**RECORD EXTRACTS:**
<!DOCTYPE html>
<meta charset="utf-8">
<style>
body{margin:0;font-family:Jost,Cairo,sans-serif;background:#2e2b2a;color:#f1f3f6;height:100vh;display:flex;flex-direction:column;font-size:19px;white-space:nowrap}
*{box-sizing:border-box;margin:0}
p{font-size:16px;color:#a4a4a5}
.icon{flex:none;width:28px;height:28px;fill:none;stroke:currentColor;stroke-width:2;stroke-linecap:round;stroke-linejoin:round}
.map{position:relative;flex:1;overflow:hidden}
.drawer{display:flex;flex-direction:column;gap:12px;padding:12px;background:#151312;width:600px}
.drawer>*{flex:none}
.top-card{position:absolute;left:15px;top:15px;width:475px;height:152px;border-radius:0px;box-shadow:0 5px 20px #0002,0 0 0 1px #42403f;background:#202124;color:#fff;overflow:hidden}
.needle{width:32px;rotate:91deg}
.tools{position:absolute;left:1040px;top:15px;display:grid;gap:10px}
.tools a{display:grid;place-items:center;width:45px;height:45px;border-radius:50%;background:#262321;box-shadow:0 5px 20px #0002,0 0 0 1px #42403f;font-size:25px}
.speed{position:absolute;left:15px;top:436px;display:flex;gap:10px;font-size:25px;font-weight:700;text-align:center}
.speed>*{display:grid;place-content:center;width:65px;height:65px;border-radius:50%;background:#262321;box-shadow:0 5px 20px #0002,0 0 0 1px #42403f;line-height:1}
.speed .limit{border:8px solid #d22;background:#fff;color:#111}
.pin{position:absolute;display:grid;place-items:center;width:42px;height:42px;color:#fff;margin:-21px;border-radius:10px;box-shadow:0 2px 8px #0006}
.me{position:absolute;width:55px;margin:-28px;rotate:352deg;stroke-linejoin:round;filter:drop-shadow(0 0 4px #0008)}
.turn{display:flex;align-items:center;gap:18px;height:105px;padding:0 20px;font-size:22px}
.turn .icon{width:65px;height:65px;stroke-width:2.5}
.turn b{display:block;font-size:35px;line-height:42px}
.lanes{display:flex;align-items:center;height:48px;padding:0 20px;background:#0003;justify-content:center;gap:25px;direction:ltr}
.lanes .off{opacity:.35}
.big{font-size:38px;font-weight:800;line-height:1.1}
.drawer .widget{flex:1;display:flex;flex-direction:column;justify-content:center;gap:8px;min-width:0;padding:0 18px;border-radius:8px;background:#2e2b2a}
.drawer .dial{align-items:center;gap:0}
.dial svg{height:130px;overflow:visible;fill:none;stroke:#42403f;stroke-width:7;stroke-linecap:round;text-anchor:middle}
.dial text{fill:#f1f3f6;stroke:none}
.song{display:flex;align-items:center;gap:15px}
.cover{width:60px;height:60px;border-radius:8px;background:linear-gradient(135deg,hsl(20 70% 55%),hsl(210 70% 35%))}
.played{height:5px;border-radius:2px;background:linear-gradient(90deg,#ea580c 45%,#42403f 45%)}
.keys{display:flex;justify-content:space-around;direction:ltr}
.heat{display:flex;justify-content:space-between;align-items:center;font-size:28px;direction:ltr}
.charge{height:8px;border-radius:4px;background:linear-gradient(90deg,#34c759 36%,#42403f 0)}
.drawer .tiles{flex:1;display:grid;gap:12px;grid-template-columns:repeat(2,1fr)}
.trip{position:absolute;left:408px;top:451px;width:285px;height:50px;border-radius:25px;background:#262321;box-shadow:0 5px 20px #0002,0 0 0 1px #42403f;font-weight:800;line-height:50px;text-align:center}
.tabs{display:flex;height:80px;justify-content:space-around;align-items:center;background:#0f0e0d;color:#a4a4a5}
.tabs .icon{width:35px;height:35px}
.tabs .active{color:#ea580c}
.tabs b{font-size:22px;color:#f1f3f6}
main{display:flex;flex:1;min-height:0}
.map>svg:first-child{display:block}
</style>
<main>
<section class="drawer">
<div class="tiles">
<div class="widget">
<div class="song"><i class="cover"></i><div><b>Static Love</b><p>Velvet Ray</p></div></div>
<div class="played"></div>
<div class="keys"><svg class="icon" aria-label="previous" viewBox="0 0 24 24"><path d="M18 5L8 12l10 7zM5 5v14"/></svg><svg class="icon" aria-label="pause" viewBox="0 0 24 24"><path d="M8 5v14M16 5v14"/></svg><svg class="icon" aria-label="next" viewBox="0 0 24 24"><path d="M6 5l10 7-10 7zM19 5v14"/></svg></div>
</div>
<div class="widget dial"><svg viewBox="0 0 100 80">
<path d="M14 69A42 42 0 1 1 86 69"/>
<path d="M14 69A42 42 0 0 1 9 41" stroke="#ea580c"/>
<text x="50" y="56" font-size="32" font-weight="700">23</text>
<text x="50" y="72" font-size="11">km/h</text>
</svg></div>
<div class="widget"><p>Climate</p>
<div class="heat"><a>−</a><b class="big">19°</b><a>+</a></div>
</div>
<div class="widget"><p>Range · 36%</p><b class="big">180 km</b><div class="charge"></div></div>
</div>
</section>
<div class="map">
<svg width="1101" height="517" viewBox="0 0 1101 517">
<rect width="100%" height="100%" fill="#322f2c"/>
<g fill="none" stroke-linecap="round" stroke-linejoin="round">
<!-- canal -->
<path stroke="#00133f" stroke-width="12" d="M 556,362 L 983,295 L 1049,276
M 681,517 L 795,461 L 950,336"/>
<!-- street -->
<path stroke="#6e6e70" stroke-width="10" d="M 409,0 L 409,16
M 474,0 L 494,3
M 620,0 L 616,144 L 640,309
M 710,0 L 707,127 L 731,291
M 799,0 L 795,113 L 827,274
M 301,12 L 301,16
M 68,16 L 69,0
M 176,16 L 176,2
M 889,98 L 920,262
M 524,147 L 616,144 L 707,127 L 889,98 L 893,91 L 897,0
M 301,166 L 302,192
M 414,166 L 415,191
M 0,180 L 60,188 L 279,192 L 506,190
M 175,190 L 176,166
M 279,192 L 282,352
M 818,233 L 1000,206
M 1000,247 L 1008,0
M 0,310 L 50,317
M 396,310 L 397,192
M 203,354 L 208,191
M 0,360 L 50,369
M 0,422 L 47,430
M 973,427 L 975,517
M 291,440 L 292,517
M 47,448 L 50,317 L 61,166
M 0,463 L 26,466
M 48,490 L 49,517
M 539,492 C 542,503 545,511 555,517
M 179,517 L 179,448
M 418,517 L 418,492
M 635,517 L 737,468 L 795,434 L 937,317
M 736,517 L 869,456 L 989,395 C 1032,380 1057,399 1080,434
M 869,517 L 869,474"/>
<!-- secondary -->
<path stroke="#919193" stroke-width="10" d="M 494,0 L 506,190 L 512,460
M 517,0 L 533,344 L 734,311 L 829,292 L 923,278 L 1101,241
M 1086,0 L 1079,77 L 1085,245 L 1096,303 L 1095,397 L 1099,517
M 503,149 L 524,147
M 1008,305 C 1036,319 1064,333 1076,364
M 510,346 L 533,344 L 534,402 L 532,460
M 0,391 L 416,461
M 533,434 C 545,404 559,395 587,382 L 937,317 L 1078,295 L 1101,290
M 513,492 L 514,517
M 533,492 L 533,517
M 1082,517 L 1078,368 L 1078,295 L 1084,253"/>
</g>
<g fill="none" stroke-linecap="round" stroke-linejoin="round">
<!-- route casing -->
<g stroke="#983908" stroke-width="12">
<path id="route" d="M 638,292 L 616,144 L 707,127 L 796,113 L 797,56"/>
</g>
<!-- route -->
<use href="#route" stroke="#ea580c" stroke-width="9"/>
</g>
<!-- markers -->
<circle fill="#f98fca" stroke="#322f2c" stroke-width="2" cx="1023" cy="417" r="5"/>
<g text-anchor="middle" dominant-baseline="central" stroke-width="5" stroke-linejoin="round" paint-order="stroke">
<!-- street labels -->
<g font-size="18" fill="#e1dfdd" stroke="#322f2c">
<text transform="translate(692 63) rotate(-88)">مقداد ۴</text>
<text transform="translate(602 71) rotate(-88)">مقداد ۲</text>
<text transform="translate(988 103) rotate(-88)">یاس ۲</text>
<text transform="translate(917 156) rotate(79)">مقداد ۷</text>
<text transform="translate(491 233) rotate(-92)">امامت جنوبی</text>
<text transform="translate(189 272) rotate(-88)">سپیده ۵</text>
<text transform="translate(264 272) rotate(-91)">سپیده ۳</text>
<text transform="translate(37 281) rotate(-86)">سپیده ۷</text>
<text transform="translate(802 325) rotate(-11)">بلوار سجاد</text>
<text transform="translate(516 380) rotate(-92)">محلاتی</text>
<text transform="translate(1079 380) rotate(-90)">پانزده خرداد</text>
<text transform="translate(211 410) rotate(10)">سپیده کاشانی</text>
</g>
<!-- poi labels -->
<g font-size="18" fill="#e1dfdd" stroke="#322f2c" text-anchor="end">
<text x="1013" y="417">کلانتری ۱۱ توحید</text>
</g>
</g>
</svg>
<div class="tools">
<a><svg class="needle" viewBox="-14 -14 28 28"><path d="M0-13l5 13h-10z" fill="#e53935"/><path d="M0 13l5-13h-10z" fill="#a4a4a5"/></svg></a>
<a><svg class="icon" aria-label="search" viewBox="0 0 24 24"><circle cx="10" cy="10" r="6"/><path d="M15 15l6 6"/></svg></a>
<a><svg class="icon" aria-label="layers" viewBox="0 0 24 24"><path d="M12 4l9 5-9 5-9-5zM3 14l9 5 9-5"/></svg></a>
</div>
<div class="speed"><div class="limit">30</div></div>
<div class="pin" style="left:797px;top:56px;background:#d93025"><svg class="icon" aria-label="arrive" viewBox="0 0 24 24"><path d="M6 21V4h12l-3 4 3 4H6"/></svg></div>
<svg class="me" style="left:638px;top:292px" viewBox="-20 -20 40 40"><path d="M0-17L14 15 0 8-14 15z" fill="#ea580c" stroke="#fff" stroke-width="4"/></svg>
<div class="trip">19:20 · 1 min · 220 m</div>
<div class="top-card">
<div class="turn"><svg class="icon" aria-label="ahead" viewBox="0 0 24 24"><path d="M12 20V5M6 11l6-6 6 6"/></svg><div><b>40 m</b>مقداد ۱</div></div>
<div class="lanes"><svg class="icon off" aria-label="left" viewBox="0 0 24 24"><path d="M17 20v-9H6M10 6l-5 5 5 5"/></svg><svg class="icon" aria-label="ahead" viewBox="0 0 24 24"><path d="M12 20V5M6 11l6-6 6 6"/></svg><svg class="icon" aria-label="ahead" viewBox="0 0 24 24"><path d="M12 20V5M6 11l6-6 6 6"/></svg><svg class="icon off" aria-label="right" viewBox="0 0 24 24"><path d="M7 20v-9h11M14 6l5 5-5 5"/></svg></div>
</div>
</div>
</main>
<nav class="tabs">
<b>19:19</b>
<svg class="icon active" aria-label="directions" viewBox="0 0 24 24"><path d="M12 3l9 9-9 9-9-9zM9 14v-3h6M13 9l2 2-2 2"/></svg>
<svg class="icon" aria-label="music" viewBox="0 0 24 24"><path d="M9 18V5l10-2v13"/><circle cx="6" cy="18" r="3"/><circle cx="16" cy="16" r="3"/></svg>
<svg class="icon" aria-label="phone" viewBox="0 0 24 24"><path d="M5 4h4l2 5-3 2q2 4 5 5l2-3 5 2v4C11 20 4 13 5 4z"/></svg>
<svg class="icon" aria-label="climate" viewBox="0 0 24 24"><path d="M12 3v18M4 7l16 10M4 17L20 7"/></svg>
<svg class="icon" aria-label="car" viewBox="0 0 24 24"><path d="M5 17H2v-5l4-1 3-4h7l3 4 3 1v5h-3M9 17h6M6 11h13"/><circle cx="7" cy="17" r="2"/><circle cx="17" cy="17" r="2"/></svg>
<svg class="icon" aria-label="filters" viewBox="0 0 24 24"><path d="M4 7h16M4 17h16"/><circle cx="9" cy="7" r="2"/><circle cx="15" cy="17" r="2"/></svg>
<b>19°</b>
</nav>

**WHAT YOU SHOULD DO:** Check each line of the entries above for the word "ahead". List the ones that have it.

**THE COMPLETED TASK:**
<div class="turn"><svg class="icon" aria-label="ahead" viewBox="0 0 24 24"><path d="M12 20V5M6 11l6-6 6 6"/></svg><div><b>40 m</b>مقداد ۱</div></div>
<div class="lanes"><svg class="icon off" aria-label="left" viewBox="0 0 24 24"><path d="M17 20v-9H6M10 6l-5 5 5 5"/></svg><svg class="icon" aria-label="ahead" viewBox="0 0 24 24"><path d="M12 20V5M6 11l6-6 6 6"/></svg><svg class="icon" aria-label="ahead" viewBox="0 0 24 24"><path d="M12 20V5M6 11l6-6 6 6"/></svg><svg class="icon off" aria-label="right" viewBox="0 0 24 24"><path d="M7 20v-9h11M14 6l5 5-5 5"/></svg></div>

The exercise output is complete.